Shear-bulk coupling in nonconformal hydrodynamics

TL;DR

This paper compares second-order viscous hydrodynamics and anisotropic hydrodynamics in modeling the evolution of pressure anisotropy and bulk pressure in a massive gas, emphasizing the importance of shear-bulk couplings for accuracy.

Contribution

It demonstrates that including shear-bulk couplings in second-order viscous hydrodynamics is essential for accurately describing bulk pressure evolution.

Findings

Shear-bulk couplings are crucial in second-order hydrodynamics.

Both hydrodynamic approaches can match the exact Boltzmann solution.

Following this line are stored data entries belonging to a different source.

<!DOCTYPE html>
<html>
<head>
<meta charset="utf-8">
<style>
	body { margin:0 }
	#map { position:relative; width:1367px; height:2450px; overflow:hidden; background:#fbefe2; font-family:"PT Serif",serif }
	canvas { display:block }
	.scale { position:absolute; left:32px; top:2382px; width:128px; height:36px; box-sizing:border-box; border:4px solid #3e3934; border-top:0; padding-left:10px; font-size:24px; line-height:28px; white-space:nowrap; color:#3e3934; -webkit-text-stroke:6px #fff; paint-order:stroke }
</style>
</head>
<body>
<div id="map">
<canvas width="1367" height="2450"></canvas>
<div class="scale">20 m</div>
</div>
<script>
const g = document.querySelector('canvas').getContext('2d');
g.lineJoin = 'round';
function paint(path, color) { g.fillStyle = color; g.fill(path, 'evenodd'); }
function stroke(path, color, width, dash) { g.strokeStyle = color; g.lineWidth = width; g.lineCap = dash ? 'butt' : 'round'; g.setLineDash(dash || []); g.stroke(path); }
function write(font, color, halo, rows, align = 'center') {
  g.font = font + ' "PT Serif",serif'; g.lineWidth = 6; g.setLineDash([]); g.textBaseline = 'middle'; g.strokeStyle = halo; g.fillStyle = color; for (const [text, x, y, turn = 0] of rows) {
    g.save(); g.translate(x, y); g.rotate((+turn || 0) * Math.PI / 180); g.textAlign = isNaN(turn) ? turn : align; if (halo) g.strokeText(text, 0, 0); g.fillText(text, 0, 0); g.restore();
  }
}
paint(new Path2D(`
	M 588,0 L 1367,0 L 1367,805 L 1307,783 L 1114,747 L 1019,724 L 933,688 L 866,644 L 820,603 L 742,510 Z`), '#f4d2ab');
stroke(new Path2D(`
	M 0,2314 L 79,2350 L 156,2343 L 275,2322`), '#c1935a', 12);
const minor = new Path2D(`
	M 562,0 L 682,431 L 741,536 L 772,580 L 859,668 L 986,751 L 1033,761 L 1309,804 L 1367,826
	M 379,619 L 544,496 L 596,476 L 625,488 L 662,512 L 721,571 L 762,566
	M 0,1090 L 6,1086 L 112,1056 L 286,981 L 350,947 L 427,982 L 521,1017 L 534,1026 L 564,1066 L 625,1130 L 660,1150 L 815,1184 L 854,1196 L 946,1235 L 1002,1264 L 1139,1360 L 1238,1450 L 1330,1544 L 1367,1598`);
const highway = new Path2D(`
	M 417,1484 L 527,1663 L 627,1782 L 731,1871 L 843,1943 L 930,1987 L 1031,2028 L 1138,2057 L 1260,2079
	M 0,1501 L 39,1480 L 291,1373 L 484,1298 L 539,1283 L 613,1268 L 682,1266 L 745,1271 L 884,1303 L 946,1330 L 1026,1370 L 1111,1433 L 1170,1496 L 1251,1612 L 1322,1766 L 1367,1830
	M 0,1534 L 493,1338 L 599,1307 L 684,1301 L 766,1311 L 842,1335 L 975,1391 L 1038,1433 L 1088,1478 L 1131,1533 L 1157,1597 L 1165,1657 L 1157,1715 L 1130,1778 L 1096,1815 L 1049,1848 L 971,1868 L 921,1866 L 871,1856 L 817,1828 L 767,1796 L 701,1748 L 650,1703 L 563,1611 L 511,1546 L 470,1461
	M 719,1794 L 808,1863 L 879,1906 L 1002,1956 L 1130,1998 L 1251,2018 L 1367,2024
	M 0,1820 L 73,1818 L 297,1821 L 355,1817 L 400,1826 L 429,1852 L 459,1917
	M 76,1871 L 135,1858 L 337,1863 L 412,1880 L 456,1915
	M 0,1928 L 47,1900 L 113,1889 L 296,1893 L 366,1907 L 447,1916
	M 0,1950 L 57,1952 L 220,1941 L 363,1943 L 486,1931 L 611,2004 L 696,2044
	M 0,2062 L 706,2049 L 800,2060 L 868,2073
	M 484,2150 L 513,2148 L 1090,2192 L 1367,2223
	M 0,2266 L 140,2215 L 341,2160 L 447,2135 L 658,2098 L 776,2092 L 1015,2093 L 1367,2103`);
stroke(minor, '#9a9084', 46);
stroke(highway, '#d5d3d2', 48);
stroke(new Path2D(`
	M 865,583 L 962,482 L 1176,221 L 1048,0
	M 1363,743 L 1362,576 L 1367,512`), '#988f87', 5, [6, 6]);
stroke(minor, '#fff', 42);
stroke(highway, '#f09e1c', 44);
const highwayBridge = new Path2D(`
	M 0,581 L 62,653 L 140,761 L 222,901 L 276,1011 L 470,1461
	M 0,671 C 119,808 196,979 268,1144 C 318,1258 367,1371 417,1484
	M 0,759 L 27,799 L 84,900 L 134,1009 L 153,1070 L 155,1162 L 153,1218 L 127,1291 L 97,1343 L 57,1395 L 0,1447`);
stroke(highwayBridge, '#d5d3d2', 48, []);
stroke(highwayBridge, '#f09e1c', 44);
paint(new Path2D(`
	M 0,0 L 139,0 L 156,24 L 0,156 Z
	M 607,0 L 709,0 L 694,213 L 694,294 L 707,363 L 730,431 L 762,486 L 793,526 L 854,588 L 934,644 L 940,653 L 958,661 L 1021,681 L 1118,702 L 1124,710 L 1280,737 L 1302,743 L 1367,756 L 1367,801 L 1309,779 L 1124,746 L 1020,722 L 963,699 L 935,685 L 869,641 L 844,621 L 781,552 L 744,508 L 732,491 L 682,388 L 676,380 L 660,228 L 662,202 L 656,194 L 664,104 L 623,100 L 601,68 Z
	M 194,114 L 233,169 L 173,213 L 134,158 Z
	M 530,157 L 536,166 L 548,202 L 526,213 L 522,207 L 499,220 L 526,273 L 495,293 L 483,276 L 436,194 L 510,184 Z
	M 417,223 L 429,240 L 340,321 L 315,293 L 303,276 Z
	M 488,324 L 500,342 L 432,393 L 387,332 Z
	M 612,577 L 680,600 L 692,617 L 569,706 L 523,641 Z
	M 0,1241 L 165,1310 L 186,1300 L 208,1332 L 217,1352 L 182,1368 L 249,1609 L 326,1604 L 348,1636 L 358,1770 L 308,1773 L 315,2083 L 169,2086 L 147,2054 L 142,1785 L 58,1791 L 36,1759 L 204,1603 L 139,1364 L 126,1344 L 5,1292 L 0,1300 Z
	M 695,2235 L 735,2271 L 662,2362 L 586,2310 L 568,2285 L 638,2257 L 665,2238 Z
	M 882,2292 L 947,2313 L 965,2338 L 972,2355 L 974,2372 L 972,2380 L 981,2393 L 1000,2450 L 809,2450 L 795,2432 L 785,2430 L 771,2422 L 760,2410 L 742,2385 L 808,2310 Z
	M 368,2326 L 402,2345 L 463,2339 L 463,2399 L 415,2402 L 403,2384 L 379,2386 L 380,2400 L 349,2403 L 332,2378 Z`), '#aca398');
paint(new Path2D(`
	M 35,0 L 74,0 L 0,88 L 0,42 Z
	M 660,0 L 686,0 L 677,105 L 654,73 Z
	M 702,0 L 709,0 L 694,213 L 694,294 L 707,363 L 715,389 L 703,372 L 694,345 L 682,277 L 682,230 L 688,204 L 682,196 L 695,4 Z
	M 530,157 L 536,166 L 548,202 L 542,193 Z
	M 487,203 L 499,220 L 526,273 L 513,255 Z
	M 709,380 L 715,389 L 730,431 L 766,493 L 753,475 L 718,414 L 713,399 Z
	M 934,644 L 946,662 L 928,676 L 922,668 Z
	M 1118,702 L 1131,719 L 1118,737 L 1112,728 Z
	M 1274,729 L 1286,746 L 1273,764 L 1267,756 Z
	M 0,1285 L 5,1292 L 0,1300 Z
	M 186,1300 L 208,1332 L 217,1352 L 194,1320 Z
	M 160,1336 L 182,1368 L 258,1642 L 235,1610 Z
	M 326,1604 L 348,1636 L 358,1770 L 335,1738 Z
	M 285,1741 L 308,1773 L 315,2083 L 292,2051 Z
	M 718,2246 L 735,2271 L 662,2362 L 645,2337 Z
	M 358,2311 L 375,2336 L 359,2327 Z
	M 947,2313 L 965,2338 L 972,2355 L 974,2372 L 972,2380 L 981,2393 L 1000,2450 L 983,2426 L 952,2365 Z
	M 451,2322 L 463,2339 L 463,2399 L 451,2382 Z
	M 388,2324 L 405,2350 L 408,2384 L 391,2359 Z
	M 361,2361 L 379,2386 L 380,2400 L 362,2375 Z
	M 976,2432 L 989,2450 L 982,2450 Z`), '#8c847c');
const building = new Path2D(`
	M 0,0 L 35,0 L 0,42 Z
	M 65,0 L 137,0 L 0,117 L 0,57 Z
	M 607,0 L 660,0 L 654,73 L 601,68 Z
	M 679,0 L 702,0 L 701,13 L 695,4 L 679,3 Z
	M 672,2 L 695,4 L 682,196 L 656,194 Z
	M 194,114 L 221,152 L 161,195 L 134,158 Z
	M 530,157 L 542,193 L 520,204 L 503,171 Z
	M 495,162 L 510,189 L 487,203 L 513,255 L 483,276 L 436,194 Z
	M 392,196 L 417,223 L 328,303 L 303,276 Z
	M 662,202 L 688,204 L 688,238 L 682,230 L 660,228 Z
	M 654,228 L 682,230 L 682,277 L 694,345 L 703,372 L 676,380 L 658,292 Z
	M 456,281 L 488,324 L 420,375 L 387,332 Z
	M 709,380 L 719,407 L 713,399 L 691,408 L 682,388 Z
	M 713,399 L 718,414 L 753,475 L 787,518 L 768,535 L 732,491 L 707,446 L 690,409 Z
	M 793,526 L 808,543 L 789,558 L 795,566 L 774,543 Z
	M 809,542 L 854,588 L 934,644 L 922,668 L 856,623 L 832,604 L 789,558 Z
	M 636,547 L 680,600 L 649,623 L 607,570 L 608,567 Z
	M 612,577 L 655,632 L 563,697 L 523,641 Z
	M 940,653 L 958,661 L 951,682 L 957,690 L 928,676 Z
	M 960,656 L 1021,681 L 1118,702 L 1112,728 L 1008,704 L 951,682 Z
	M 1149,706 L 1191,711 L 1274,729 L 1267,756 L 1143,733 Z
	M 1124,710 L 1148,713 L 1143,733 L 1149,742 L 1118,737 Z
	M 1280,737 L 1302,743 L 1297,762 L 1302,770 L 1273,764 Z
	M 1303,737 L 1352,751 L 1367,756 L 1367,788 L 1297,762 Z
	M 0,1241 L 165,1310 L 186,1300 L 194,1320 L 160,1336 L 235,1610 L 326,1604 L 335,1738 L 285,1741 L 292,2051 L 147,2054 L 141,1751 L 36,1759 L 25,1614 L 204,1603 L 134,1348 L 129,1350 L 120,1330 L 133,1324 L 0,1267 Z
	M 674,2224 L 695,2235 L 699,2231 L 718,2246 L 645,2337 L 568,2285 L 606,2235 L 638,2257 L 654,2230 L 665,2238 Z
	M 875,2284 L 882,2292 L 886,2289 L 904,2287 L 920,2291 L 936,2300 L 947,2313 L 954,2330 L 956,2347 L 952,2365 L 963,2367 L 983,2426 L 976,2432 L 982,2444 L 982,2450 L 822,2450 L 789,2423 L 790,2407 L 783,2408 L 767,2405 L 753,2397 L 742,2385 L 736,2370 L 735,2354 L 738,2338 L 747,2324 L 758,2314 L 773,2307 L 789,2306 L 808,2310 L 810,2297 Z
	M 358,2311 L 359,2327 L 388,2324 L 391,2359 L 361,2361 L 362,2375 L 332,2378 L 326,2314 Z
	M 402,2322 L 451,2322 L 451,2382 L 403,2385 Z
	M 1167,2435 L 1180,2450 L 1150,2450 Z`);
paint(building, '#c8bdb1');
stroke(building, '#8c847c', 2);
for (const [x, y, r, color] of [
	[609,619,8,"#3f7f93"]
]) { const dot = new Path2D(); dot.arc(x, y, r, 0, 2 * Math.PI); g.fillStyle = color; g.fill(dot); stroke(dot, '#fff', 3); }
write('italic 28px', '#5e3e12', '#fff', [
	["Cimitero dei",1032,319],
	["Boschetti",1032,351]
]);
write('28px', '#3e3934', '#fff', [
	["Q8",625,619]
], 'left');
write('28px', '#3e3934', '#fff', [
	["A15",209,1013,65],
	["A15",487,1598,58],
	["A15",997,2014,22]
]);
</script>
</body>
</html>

Anisotropic hydrodynamics performs comparably to enhanced second-order hydrodynamics.

Abstract

We compute the temporal evolution of the pressure anisotropy and bulk pressure of a massive gas using second-order viscous hydrodynamics and anisotropic hydrodynamics. We then compare our results with an exact solution of the Boltzmann equation for a massive gas in the relaxation time approximation. We demonstrate that, within second-order viscous hydrodynamics, the inclusion of the full set of kinetic coefficients, particularly the shear-bulk couplings, is necessary to properly describe the time evolution of the bulk pressure. We also compare the results of second-order hydrodynamics with those obtained using the anisotropic hydrodynamics approach. We find that anisotropic hydrodynamics and second-order viscous hydrodynamics including the shear-bulk couplings are both able to reproduce the exact evolution with comparable accuracy.